See, AC characters like Evie Frye, Aya, and Alexios were supposed to have prominent roles in their respective AC games. According to a Bloomberg article by Jason Schreier, the company’s “machismo” culture changed all that for the worst. Examples include:
- Assassin’s Creed Syndicate twins Jacob and Evie having a more even split between the two. The AC Syndicate that is released has a 60/40 split between Jacob and Evie after executive meddling via recently-resigned Serge Hascoët.
- AC Origins’ Bayek initially supposed to be killed off early in the original draft of the game before Aya took over for the majority of the game. The final product sees Aya having a minimized role. Again, thanks to executive meddling.
- AC Odyssey originally going to feature just Kassandra as the main character. Hascoët and other unnamed folks within Ubisoft’s marketing department claimed that games with women leads wouldn’t sell, so Alexios was included as an alternate lead.
The latter point is incredibly apparent since Kassandra felt way more integral and naturally written into the story than Alexios.

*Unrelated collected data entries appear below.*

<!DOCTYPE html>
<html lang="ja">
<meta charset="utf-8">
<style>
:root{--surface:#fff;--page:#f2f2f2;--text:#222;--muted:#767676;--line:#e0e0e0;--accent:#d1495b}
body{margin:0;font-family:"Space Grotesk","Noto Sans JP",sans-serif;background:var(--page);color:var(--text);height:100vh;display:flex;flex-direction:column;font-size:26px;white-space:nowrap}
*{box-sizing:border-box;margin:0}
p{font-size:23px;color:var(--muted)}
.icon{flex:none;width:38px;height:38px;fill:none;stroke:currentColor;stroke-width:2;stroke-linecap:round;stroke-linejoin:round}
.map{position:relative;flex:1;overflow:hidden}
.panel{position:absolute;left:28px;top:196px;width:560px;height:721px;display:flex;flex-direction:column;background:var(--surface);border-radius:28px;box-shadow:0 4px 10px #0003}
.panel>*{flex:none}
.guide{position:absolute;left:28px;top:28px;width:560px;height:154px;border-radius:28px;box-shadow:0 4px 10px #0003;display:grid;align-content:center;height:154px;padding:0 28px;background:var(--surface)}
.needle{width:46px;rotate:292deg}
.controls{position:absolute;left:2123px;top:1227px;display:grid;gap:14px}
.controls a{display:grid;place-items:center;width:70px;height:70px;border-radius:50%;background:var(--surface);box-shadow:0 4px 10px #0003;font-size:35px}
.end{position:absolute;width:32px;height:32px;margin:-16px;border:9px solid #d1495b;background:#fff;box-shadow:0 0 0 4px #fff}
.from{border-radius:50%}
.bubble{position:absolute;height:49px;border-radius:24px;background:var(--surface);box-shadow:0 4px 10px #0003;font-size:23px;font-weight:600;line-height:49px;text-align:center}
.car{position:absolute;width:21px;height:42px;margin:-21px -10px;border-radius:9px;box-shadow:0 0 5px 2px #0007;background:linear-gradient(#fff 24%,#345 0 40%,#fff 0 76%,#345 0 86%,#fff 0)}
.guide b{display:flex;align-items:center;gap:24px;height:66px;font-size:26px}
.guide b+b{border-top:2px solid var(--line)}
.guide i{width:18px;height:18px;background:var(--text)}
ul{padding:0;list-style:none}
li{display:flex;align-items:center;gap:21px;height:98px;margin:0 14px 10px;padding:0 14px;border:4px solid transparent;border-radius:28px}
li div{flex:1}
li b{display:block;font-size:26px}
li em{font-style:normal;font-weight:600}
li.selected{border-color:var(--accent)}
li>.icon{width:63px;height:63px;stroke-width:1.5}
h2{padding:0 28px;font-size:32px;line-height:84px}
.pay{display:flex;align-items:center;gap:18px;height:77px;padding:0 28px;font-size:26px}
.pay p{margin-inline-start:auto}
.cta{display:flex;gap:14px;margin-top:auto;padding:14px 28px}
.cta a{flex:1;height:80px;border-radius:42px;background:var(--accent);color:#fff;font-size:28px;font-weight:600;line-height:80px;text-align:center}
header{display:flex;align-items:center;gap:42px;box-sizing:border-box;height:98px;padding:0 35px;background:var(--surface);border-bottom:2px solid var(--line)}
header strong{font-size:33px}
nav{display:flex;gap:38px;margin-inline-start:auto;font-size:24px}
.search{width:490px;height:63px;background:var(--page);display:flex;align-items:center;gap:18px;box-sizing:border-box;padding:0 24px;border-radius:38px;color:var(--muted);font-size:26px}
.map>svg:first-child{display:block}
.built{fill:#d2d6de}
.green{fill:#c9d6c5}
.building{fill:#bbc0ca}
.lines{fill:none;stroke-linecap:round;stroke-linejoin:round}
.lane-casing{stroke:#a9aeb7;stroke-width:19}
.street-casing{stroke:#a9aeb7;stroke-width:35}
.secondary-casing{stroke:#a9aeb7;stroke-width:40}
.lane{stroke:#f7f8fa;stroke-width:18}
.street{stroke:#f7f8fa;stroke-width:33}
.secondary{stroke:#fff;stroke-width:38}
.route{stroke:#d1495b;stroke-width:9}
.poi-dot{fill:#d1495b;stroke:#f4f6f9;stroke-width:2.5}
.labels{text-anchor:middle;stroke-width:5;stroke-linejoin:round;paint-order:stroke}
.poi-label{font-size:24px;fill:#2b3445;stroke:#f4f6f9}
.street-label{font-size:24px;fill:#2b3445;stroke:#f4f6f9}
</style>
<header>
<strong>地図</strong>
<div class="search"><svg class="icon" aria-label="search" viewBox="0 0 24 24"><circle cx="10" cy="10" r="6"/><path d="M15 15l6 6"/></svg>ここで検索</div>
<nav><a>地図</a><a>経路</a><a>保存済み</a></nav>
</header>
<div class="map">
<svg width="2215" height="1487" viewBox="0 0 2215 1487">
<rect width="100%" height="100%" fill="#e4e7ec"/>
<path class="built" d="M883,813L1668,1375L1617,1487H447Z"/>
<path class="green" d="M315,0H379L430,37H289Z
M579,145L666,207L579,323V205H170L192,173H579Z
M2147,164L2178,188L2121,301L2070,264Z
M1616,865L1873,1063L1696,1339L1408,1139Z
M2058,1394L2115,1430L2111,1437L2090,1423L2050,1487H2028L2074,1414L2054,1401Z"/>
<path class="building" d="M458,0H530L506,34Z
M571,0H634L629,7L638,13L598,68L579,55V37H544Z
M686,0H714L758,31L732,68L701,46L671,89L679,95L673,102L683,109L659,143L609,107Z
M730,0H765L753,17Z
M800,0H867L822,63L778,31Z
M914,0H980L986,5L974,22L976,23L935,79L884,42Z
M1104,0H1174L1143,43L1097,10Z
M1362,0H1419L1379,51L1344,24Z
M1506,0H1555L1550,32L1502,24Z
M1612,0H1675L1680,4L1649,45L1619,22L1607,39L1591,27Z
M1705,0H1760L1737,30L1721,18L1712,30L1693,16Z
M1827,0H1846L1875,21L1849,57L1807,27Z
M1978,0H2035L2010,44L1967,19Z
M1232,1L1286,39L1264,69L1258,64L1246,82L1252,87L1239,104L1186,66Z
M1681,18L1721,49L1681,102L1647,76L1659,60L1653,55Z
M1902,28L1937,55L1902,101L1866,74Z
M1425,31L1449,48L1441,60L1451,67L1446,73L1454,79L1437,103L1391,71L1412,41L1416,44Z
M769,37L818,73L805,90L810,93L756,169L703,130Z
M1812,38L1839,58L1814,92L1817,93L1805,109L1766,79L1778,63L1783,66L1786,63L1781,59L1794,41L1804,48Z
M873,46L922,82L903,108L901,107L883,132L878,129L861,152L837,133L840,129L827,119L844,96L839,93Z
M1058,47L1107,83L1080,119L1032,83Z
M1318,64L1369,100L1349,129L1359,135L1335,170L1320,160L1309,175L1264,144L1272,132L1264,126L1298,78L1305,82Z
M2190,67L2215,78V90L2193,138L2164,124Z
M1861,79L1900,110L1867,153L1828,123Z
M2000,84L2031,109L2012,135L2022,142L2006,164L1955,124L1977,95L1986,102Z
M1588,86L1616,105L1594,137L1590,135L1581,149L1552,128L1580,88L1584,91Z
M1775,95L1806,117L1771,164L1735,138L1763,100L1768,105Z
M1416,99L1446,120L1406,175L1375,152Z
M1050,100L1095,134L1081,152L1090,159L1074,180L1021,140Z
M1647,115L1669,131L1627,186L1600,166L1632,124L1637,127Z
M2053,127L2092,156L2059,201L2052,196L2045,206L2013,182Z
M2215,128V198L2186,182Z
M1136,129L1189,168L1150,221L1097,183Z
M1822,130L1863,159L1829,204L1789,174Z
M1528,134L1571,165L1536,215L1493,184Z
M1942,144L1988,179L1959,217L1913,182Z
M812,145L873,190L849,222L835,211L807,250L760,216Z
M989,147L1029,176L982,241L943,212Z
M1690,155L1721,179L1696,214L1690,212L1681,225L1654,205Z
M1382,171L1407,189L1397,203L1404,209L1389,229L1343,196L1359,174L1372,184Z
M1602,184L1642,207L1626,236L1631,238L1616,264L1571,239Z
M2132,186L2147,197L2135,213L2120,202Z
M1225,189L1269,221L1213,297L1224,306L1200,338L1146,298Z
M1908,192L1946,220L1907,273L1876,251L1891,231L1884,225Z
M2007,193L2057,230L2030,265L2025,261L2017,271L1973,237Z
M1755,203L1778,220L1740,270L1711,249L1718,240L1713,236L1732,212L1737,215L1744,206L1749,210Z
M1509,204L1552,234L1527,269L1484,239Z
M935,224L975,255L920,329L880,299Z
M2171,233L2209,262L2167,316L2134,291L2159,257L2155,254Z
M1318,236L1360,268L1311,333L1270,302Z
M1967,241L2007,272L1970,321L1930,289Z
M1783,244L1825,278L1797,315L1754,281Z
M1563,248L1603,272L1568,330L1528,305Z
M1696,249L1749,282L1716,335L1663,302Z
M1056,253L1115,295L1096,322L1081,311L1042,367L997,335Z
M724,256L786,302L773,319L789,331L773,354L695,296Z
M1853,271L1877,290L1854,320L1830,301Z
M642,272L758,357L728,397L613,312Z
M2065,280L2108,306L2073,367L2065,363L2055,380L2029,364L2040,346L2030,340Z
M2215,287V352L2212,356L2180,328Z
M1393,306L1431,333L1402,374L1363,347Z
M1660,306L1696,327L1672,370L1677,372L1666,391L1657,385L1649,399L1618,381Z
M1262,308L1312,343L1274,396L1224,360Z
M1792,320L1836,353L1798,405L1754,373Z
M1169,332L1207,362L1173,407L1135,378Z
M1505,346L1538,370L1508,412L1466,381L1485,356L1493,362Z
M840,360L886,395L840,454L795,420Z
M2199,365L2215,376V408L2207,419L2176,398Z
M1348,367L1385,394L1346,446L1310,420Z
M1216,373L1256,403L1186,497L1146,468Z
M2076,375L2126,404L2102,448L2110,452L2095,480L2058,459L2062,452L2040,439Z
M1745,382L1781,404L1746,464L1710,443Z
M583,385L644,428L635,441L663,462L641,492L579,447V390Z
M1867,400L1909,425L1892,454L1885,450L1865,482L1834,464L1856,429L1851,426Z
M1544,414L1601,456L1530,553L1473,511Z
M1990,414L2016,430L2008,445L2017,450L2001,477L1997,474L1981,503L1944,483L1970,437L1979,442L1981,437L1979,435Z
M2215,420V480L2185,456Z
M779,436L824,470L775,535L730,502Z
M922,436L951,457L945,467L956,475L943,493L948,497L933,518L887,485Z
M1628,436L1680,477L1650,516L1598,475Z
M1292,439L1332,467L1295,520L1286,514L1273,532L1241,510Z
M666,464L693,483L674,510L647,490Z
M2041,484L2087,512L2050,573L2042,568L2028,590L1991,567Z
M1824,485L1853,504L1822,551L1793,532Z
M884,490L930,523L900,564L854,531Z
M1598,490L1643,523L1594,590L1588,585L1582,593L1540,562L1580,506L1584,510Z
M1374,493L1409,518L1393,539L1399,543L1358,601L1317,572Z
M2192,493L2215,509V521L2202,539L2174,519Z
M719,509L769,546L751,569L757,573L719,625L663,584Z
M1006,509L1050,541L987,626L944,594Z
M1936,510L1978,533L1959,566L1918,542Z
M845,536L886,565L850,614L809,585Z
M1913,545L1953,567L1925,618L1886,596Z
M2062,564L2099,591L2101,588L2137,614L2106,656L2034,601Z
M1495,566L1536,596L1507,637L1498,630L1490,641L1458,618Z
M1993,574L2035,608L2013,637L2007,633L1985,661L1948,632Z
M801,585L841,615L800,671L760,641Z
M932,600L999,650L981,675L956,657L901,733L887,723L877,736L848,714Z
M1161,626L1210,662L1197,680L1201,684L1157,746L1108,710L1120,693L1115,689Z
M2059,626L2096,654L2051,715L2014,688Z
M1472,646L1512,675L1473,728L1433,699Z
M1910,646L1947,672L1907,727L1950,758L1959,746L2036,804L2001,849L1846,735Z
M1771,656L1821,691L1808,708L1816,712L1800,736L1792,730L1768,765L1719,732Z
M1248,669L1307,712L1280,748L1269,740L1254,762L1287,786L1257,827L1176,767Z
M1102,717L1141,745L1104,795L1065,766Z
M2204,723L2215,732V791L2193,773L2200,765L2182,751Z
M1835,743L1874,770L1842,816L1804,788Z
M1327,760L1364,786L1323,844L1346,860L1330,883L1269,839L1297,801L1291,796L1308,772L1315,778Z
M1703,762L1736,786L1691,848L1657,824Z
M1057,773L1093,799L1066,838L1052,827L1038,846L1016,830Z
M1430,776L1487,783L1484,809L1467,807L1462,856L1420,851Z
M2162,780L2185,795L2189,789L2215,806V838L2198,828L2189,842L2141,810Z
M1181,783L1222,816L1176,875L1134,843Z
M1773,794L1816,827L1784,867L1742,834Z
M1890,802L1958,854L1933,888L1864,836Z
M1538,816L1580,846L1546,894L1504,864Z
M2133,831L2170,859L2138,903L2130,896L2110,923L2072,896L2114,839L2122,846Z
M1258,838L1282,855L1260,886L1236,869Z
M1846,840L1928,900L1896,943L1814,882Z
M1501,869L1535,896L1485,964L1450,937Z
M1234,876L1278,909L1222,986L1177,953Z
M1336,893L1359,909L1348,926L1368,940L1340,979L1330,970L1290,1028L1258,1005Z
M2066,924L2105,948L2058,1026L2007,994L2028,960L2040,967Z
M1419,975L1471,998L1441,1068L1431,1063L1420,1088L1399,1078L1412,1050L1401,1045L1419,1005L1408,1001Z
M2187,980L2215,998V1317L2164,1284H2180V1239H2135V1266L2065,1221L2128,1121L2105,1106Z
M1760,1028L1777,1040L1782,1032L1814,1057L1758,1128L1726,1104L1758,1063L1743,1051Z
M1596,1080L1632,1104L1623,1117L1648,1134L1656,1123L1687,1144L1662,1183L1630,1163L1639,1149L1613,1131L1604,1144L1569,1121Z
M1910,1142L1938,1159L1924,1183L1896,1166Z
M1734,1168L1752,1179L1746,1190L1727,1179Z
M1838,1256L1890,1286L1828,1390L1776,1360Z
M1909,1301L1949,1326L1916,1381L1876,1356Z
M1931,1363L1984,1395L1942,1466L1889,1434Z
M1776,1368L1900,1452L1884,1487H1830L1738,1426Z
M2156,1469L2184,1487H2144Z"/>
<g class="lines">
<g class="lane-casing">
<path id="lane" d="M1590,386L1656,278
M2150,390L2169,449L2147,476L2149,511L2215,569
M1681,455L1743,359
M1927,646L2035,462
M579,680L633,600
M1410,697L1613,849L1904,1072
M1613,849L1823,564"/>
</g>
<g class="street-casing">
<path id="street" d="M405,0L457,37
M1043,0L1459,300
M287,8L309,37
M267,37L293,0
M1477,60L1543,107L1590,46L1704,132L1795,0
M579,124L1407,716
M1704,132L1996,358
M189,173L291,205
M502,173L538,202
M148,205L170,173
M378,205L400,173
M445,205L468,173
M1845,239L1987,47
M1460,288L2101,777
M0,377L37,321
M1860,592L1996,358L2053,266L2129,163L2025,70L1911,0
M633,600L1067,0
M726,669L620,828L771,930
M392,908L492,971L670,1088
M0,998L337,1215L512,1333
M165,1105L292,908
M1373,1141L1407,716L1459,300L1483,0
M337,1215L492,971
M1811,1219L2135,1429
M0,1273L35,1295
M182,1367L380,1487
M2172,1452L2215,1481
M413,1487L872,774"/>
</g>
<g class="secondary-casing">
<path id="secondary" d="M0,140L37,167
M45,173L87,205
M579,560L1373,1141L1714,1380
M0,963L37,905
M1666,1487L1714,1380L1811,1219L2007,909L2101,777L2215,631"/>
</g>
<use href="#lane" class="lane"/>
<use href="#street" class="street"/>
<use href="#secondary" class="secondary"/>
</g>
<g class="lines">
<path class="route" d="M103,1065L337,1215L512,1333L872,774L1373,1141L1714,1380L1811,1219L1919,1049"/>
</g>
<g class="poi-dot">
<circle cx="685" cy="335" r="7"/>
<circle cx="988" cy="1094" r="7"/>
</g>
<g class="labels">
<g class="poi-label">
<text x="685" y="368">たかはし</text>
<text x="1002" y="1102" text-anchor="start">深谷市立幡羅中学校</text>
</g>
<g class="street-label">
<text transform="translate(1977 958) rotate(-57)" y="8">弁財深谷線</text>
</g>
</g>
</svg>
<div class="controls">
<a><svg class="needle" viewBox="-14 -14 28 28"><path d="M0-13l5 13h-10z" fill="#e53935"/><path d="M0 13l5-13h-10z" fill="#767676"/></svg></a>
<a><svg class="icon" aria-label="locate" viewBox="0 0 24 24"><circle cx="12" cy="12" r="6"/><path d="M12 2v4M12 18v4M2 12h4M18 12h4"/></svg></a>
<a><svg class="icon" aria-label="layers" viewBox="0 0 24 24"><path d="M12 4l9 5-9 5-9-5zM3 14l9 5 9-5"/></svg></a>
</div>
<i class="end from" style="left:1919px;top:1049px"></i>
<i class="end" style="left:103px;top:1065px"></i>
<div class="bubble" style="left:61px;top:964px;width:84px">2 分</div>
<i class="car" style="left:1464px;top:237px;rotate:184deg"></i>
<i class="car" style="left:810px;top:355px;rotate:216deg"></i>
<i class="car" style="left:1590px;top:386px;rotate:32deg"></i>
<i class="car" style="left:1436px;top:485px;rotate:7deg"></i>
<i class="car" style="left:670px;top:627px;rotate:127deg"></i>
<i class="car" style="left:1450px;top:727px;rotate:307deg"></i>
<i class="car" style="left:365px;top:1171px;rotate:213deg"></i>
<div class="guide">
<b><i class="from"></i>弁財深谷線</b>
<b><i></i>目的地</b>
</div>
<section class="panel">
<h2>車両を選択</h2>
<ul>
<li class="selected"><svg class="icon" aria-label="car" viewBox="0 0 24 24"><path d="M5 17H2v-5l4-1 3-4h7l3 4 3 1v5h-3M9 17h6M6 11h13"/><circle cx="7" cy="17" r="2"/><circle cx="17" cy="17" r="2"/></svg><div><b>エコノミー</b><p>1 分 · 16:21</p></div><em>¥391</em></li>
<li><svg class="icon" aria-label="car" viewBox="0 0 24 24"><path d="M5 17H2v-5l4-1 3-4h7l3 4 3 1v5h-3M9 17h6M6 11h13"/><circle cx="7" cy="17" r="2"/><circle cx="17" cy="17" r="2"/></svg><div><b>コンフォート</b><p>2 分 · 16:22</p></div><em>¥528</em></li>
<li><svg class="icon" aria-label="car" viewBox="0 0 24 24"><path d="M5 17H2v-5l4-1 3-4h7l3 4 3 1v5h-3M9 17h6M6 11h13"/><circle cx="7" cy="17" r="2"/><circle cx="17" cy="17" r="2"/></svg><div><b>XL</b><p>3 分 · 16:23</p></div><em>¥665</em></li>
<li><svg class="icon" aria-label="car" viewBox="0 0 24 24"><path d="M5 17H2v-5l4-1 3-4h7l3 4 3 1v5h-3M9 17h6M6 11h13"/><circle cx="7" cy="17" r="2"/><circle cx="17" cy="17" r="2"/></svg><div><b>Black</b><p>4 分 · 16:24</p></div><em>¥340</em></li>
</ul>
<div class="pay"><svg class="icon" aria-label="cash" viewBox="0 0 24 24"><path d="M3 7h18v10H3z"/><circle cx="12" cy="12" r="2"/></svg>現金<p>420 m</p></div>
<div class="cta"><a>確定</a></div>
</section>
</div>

Seeing as Hascoët was Ubisoft’s Chief Creation Officer and was the creative force of the company, he was basically one of the more powerful employees in the company just behind CEO Yves Guillemot.
While it’s commendable in a way that the issue is still being sorted out, it still sucks that this has been happening for far too long and that it also inherently affected the AC games we’ve played since 2015 onwards. God forbid that this would have gone on for too long if this news wasn’t made public.